- Title: Project Xenome: First Day
- Author: Jarrod "JazzyB" Burgess
- Platform: Unreal Tournament
- Category: Large Campaign
- Review Score: 81%
If this first episode is anything to go by, the full release could be a new classicProject Xenome was initially released as a forty level pack that was withdrawn from download after some controversy around borrowed map sections. Now it's back with some major rethinking and a new episodic format, and if this first episode is anything to go by the full release could be a new classic.
As a whole this is quite possibly the most convincing Human tech environment I've seen in an SP Unreal release; the visuals generally don't quite hold up to closer scrutiny as well as my former champion, Xidia, but it makes up for that with a consistently grand scale, lots of moving machinery and other interactive aspects, and one or two levels with layouts that border on ingenious.

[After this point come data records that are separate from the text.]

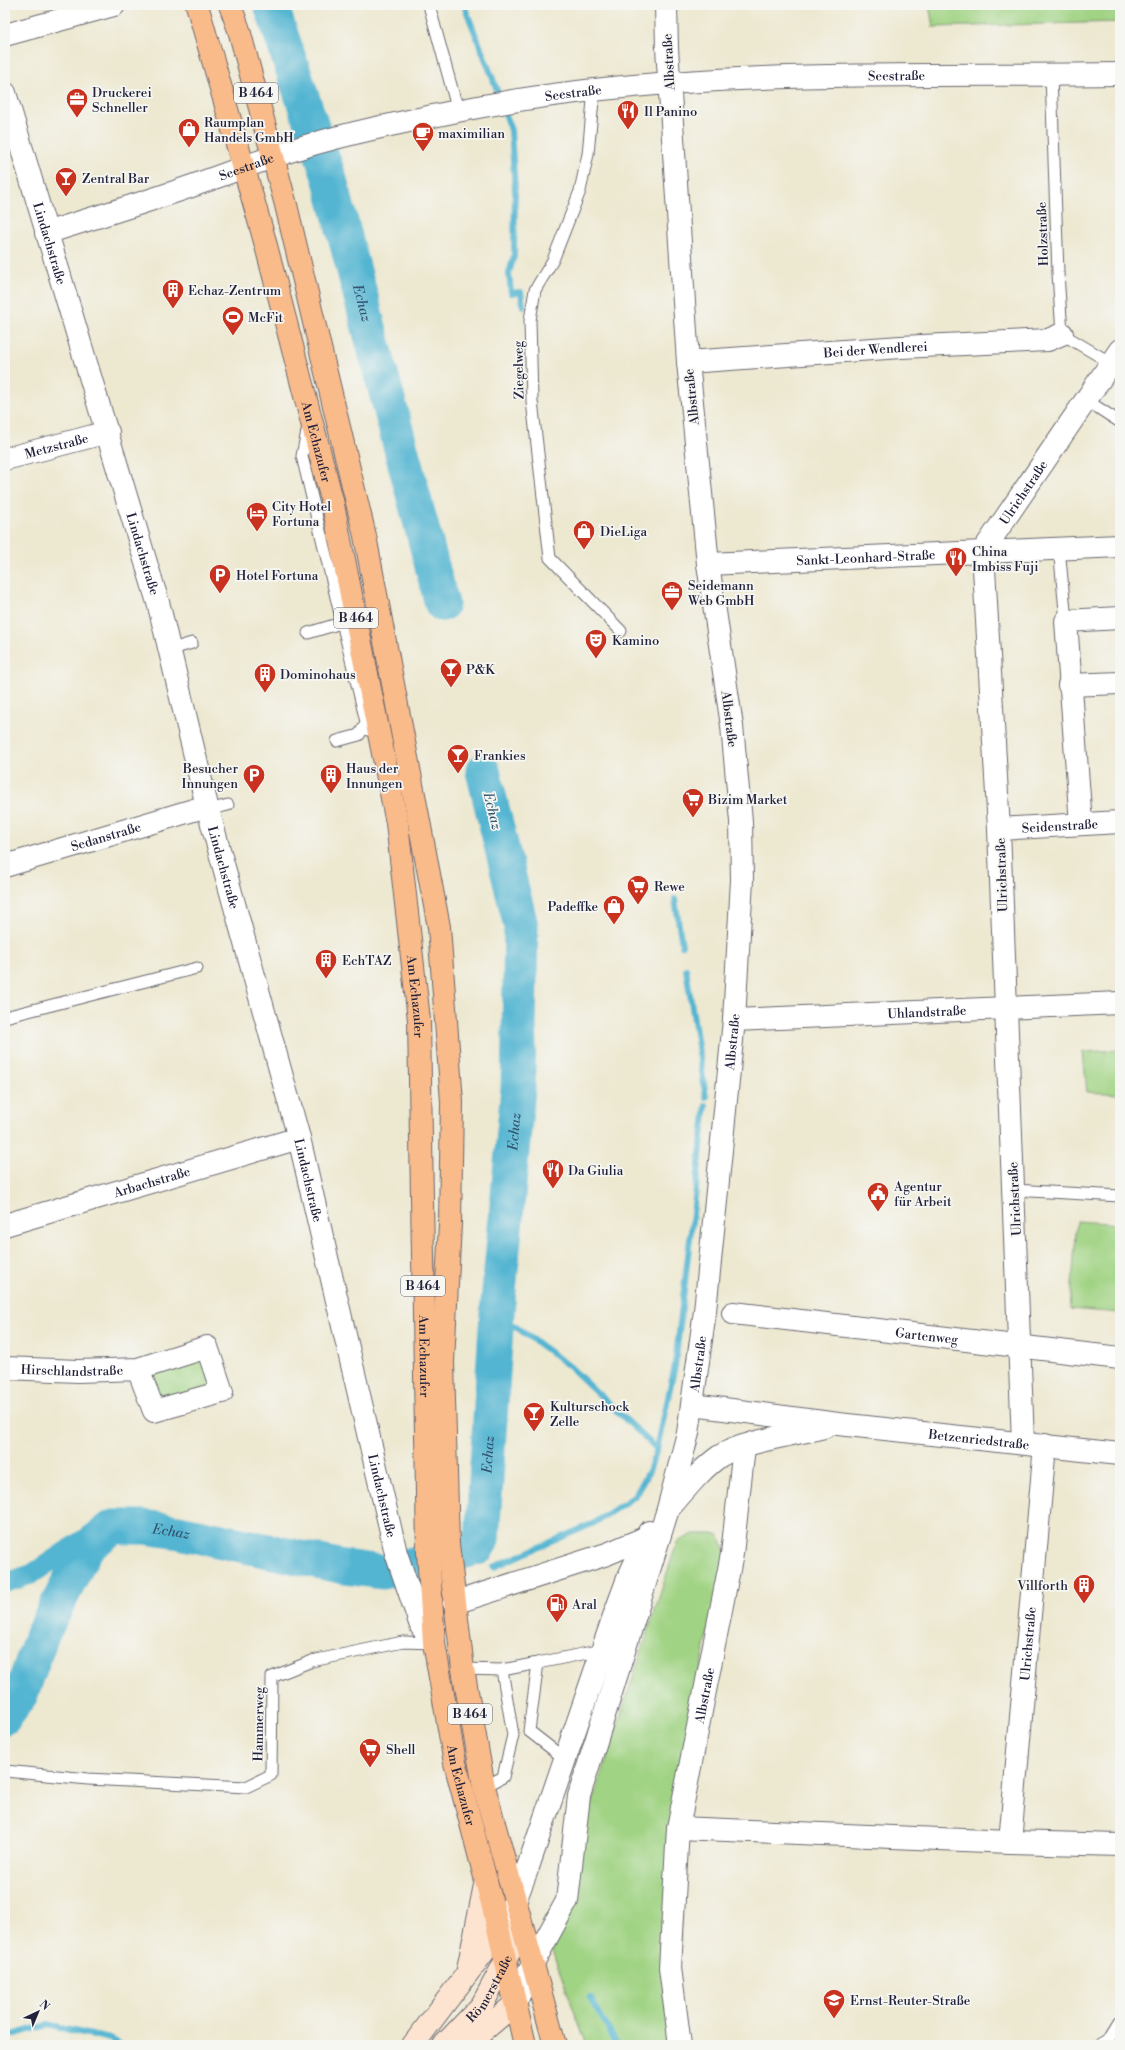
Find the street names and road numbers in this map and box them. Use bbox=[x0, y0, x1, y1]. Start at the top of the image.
street label: Albstraße bbox=[660, 33, 679, 92]
street label: Seestraße bbox=[868, 68, 926, 84]
street label: Seestraße bbox=[544, 82, 603, 105]
road number: B 464 bbox=[234, 83, 278, 103]
street label: Seestraße bbox=[217, 150, 276, 185]
street label: Lindachstraße bbox=[29, 201, 69, 287]
street label: Holzstraße bbox=[1034, 201, 1052, 266]
street label: Bei der Wendlerei bbox=[822, 339, 928, 362]
street label: Ziegelweg bbox=[510, 340, 528, 399]
street label: Albstraße bbox=[681, 367, 703, 427]
street label: Am Echazufer bbox=[297, 399, 334, 485]
street label: Metzstraße bbox=[23, 430, 91, 463]
street label: Ulrichstraße bbox=[996, 457, 1052, 528]
street label: Lindachstraße bbox=[122, 511, 162, 598]
street label: Sankt-Leonhard-Straße bbox=[796, 547, 936, 569]
road number: B 464 bbox=[334, 608, 378, 628]
street label: Albstraße bbox=[717, 689, 740, 749]
street label: Seidenstraße bbox=[1021, 816, 1099, 837]
street label: Sedanstraße bbox=[69, 819, 143, 855]
street label: Lindachstraße bbox=[204, 824, 242, 911]
street label: Ulrichstraße bbox=[993, 837, 1011, 912]
street label: Am Echazufer bbox=[403, 953, 426, 1038]
street label: Uhlandstraße bbox=[887, 1003, 967, 1022]
street label: Albstraße bbox=[722, 1013, 743, 1072]
street label: Lindachstraße bbox=[290, 1137, 325, 1224]
street label: Ulrichstraße bbox=[1005, 1161, 1025, 1236]
street label: Arbachstraße bbox=[111, 1164, 193, 1202]
road number: B 464 bbox=[401, 1276, 445, 1296]
street label: Am Echazufer bbox=[415, 1313, 432, 1398]
street label: Gartenweg bbox=[894, 1325, 959, 1348]
street label: Albstraße bbox=[687, 1334, 711, 1394]
street label: Hirschlandstraße bbox=[20, 1362, 124, 1380]
street label: Betzenriedstraße bbox=[927, 1427, 1031, 1453]
street label: Lindachstraße bbox=[364, 1452, 399, 1540]
street label: Ulrichstraße bbox=[1017, 1606, 1040, 1682]
street label: Albstraße bbox=[692, 1666, 719, 1726]
street label: Hammerweg bbox=[250, 1686, 268, 1761]
road number: B 464 bbox=[448, 1704, 492, 1724]
street label: Am Echazufer bbox=[443, 1743, 478, 1828]
street label: Römerstraße bbox=[463, 1952, 516, 2026]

The pack starts in relatively pristine labs and moves onto gradually more deteriorated industrial settings, which gives it a sense of progression and makes it feel quite varied despite sticking to a general Human base theme throughout. The starting level is probably the simplest, with little of the grand multi-level designs that make up a significant portion of the pack. However, between the nice use of environmental hazards and other interactive elements it still shows some flourish, and ends with a very nice looking lobby type area. From the second map onwards the detail rarely lets up, and there were a couple of levels where I was wowed multiple times by both the scale and detail of the environments. Map two does show a few issues with the texturing though; in the caves towards the end in particular a lot of the rock textures are noticeably misaligned. There are also a couple of confined corridors that have nothing other than dim ambient lighting, when a few highlights would have given them much more life. In general some parts throughout seemed a bit too reliant on semi-bright ambient light that I found a bit unconvincing, although most of the lighting work is very good. One general detail I liked was the signs; most packs in Human settings use a couple of generic signs and leave it at that, conversely Xenome has several signs that fit a lot of individual areas, it's a small detail that adds a lot to the sense of place.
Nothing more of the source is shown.